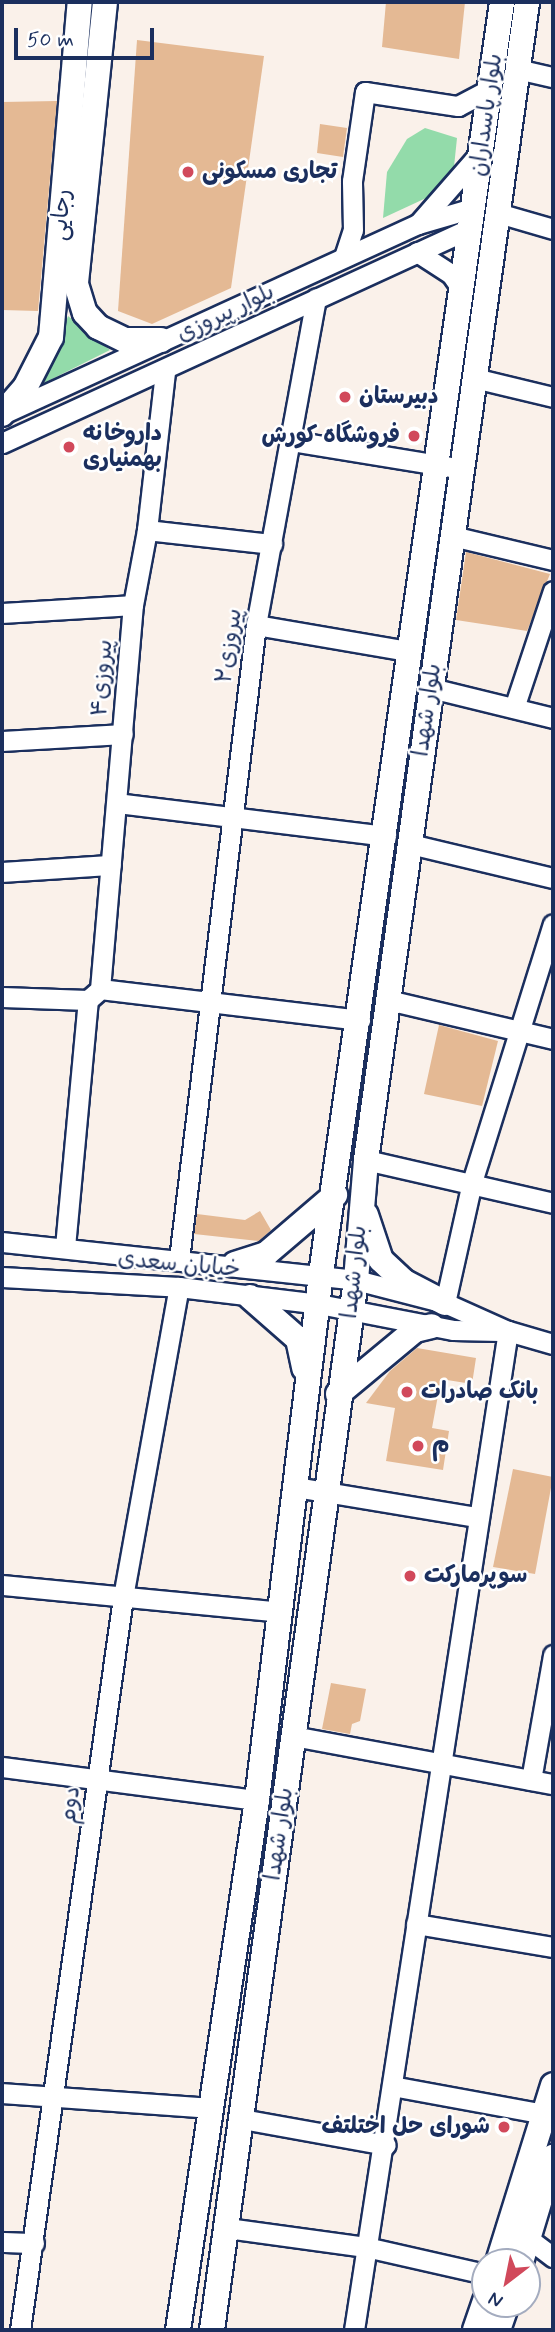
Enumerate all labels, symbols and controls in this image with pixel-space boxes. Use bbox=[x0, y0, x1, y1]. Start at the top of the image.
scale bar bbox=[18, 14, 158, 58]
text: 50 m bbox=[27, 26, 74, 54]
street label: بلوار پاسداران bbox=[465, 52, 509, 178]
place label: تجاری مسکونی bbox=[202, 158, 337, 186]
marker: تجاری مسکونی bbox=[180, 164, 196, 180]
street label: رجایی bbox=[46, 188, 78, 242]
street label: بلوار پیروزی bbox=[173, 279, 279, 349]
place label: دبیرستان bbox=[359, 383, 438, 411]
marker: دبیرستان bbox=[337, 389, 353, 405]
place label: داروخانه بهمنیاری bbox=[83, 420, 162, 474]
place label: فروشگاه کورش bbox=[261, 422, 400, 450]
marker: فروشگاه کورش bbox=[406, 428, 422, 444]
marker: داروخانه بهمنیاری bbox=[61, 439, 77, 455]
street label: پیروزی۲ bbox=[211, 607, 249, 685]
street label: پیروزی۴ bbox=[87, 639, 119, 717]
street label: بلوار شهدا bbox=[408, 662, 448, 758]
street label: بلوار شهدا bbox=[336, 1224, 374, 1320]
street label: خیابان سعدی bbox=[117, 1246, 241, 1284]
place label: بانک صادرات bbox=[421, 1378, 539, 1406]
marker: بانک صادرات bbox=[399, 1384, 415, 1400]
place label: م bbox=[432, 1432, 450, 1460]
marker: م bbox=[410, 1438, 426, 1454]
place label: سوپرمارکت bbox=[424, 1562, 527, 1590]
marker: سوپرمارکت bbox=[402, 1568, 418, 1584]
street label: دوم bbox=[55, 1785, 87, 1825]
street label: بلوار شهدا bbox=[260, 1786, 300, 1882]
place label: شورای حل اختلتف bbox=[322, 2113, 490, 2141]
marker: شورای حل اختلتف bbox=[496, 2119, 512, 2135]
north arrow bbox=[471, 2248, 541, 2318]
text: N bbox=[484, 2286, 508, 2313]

-=-=-

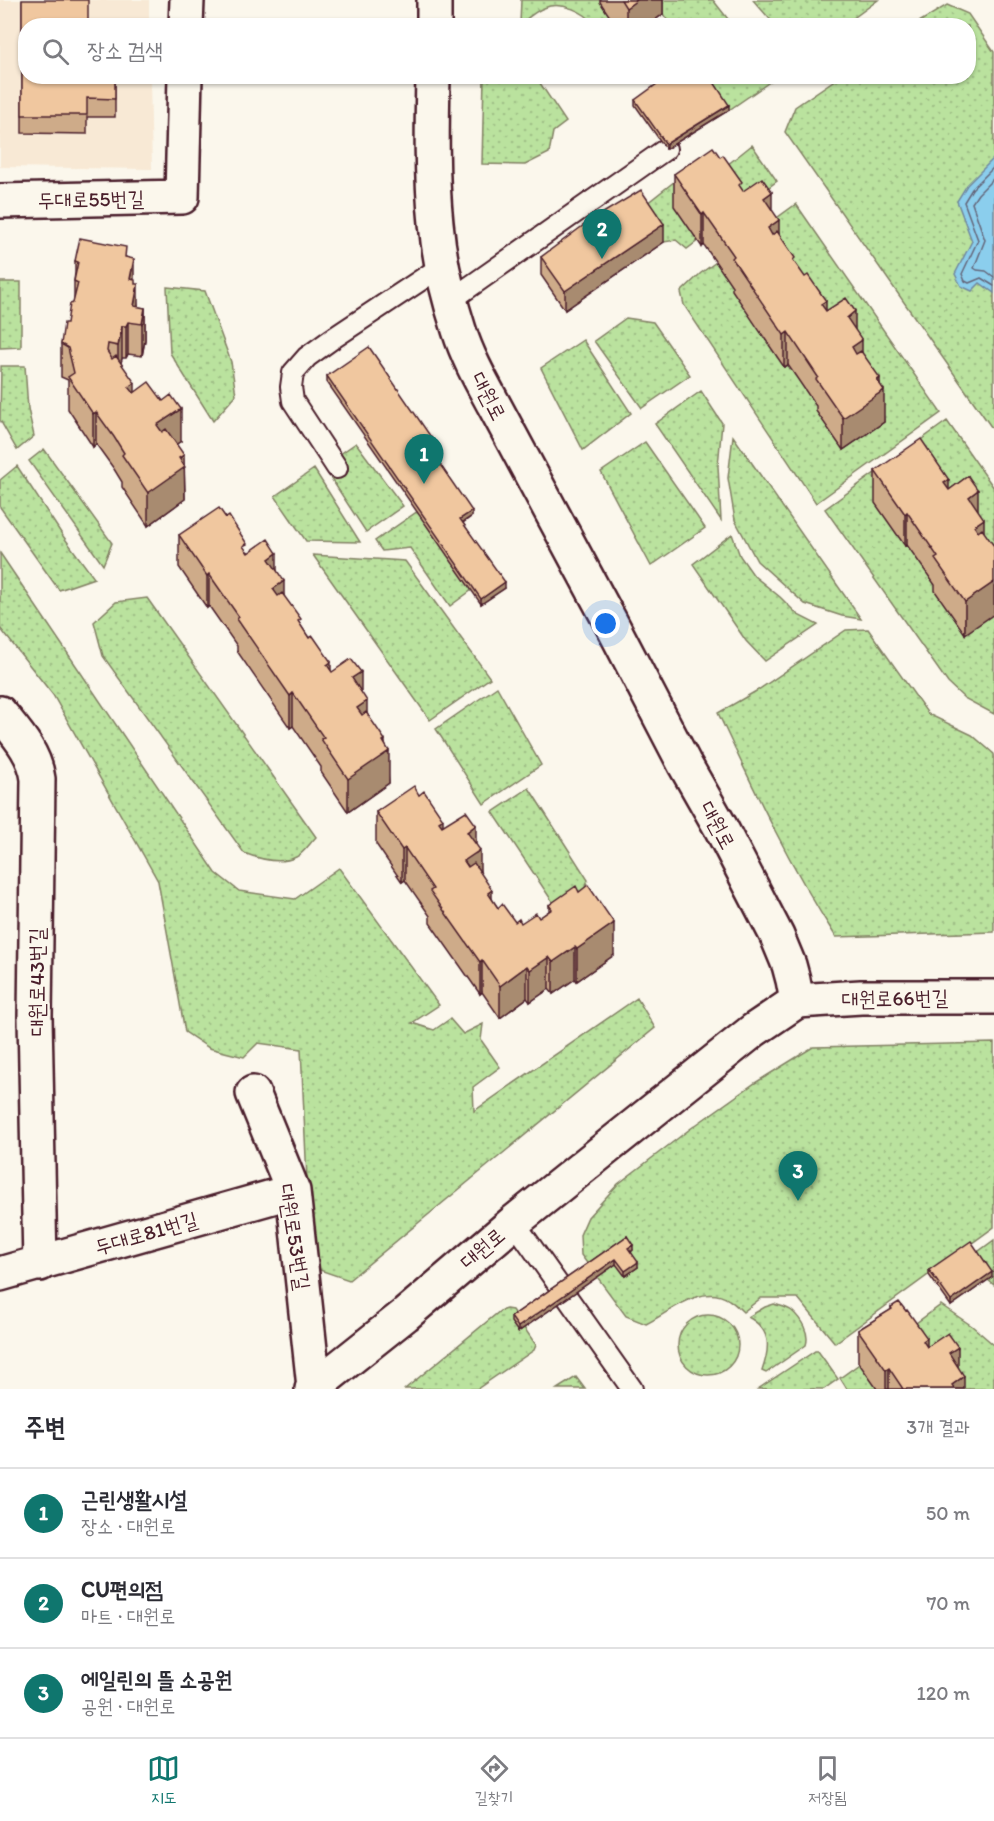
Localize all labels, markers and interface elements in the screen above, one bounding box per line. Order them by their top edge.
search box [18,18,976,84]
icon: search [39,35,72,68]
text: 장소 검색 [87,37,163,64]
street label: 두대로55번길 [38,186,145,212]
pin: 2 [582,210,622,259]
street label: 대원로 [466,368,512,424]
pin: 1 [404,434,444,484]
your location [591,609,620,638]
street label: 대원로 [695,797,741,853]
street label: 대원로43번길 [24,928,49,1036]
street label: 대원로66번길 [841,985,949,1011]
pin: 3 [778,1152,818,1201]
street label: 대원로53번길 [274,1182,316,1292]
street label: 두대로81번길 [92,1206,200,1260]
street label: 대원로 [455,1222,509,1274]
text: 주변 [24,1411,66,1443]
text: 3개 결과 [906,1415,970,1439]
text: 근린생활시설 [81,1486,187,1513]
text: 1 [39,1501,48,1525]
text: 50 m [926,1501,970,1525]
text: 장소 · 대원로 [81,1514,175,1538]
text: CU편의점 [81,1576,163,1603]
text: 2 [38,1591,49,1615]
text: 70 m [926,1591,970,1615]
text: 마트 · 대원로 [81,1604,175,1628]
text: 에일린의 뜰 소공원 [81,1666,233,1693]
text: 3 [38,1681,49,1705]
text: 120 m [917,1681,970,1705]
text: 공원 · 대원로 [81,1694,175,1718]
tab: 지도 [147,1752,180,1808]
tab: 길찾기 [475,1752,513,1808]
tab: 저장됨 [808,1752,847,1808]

-=-=-

**EXERCISE**
Scan the listing for the word "کورش". Copy every line in which it appears.

**ANSWER FOR THE TASK**
place label: فروشگاه کورش bbox=[261, 422, 400, 450]
marker: فروشگاه کورش bbox=[406, 428, 422, 444]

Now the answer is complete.